*PROMPT*. Your answer should be the lines below from the one holding "I need the bounding" through the one holding "Bounding boxes for all text", copied exactly and with nothing else.

*RAW DATA*.
■ ■ ■ ■

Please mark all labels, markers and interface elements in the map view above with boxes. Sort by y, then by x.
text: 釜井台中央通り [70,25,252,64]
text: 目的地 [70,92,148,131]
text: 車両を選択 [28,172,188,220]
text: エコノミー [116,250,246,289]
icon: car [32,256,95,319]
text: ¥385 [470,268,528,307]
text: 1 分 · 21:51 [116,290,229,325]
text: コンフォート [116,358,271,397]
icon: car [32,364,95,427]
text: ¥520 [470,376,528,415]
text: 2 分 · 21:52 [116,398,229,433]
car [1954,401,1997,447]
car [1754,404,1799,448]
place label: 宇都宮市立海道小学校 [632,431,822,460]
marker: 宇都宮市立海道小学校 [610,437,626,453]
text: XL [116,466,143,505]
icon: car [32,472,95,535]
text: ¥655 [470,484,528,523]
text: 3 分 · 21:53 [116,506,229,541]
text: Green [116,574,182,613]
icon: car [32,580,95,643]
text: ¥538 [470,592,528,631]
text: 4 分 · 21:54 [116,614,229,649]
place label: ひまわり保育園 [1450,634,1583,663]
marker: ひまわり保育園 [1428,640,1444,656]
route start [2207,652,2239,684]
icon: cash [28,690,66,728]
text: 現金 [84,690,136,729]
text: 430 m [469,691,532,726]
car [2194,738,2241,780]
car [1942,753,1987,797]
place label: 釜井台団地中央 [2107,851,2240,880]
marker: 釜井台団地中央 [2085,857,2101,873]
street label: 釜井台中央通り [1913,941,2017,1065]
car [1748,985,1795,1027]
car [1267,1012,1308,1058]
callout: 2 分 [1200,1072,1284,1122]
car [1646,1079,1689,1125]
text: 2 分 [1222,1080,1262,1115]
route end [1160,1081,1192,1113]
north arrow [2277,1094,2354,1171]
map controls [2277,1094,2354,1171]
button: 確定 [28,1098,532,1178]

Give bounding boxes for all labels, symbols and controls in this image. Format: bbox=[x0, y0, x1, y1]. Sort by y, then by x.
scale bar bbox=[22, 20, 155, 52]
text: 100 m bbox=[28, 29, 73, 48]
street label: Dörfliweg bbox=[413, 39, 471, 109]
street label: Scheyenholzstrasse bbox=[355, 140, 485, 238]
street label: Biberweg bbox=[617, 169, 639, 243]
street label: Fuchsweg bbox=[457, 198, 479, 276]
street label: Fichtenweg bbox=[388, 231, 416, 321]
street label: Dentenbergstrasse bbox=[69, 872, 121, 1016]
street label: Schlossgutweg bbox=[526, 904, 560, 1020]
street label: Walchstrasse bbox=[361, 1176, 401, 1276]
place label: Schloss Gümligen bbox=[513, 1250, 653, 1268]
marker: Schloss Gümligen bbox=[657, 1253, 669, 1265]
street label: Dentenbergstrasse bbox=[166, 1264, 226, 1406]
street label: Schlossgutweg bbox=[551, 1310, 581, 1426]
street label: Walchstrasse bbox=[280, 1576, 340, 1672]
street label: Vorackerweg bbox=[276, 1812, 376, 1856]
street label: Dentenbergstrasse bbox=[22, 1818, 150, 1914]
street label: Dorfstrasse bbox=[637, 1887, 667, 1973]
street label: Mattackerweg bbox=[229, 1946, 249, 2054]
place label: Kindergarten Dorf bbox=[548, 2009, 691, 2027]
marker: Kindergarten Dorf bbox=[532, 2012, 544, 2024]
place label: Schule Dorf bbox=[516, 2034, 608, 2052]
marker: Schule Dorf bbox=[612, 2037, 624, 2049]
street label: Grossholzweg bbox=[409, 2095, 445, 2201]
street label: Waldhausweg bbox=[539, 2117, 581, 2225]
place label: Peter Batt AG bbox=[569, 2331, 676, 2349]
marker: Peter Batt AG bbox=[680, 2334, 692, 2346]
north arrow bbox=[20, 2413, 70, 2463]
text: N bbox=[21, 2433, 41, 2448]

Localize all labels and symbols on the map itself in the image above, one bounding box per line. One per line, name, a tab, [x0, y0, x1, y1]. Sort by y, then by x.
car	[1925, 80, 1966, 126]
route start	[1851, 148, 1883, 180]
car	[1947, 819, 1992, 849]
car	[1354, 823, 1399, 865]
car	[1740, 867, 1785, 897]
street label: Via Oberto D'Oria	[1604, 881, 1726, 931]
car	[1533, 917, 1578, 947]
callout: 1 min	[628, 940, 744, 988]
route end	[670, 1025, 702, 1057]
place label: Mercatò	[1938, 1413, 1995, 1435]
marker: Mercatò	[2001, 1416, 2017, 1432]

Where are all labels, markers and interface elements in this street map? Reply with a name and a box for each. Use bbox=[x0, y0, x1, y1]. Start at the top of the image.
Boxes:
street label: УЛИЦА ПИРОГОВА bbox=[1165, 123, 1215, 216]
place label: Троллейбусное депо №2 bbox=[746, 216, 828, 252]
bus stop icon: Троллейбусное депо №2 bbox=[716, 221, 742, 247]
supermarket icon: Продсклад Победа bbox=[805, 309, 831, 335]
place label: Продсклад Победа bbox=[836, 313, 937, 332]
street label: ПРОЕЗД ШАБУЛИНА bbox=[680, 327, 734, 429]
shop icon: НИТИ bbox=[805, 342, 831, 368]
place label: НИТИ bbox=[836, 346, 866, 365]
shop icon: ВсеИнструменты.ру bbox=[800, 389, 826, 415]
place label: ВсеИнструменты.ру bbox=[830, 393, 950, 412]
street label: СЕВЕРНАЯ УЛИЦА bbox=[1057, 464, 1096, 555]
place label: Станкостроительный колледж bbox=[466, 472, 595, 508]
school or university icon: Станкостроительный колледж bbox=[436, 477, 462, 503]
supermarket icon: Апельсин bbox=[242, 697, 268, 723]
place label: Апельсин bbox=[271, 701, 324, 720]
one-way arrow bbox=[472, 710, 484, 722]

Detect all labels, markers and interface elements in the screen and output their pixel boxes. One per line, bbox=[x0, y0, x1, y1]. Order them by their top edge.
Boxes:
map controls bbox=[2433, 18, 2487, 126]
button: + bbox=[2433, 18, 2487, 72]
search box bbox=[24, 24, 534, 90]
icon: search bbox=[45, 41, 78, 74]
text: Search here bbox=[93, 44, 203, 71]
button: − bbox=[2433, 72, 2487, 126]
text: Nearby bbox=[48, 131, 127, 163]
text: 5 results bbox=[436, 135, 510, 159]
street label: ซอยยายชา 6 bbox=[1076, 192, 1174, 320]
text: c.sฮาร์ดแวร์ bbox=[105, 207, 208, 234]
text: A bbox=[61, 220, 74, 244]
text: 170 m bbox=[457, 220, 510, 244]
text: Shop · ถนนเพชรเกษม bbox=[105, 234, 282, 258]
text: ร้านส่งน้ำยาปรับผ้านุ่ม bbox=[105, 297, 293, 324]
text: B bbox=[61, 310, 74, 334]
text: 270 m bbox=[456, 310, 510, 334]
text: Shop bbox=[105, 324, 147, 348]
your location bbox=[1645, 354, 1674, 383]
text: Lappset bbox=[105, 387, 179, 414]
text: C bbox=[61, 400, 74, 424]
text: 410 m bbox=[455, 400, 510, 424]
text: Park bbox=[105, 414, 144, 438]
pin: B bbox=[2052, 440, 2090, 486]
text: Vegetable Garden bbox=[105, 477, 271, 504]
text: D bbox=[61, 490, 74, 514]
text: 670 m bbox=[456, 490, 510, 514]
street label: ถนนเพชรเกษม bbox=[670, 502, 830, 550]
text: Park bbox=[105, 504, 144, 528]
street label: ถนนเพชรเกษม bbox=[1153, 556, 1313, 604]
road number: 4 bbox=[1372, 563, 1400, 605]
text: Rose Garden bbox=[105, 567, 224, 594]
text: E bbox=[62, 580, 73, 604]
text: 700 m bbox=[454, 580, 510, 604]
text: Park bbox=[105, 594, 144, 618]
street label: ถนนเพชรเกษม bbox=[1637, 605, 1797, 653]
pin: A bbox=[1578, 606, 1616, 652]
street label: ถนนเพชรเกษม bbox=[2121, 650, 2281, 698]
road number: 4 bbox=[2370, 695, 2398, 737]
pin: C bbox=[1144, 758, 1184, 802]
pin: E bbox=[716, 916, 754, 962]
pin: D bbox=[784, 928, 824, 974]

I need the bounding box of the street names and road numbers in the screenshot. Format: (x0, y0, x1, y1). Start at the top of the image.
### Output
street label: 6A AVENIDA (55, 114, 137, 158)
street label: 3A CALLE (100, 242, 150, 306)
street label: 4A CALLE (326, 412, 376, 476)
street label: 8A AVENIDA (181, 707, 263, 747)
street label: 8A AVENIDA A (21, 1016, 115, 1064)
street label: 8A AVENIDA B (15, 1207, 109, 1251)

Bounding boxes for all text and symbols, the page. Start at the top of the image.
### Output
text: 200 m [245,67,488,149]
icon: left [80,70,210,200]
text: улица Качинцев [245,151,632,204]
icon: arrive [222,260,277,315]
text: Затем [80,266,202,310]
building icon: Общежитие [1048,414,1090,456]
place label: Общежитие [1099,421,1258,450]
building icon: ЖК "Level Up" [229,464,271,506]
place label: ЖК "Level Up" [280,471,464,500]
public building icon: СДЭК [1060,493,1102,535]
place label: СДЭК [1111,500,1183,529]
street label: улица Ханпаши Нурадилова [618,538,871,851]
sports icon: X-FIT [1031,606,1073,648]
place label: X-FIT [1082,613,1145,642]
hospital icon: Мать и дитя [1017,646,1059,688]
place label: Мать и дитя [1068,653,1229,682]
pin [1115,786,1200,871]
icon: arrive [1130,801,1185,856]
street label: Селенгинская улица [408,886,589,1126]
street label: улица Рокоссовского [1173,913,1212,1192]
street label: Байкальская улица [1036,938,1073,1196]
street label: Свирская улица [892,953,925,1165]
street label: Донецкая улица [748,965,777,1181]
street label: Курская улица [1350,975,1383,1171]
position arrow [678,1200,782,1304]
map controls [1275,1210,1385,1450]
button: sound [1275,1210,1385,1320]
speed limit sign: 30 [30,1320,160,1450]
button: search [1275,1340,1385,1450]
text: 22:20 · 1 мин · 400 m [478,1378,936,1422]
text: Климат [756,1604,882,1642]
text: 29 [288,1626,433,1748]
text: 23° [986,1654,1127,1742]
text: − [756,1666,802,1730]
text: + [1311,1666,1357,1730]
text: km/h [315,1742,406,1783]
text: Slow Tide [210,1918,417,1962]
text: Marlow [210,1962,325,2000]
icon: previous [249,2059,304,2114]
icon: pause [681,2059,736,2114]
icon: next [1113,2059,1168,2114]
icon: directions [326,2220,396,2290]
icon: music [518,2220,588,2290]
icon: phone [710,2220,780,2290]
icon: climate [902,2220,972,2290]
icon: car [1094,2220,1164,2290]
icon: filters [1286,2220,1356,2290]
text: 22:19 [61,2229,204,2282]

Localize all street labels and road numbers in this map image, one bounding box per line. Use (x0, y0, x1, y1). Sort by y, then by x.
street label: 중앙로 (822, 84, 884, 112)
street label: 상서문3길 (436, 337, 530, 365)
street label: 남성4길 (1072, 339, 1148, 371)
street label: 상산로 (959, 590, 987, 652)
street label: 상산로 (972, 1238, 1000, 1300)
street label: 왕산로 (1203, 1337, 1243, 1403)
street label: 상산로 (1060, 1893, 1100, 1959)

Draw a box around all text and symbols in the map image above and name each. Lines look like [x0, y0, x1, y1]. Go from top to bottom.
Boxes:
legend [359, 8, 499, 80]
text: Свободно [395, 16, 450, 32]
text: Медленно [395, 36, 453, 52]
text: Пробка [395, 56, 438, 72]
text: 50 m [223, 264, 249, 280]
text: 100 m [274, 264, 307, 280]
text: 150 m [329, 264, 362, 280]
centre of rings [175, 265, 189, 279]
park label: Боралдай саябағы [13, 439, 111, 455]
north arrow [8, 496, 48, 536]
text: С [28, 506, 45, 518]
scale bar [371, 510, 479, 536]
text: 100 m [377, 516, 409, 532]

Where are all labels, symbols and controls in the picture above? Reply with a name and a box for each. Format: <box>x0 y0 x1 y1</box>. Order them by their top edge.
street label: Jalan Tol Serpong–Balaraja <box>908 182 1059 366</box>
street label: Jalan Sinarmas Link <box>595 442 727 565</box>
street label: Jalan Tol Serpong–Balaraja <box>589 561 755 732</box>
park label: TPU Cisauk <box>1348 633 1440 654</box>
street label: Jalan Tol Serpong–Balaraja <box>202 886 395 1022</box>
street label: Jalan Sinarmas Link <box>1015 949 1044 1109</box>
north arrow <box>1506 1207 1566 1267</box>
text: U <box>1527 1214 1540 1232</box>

■ ■ ■ ■

*SOLVED PROBLEM*.
I need the bounding box of the street names and road numbers in the screenshot. Format: (x0, y0, x1, y1). Start at the top of the image.
### Output
street label: 6A AVENIDA (55, 114, 137, 158)
street label: 3A CALLE (100, 242, 150, 306)
street label: 4A CALLE (326, 412, 376, 476)
street label: 8A AVENIDA (181, 707, 263, 747)
street label: 8A AVENIDA A (21, 1016, 115, 1064)
street label: 8A AVENIDA B (15, 1207, 109, 1251)

Bounding boxes for all text and symbols, the page. Start at the top of the image.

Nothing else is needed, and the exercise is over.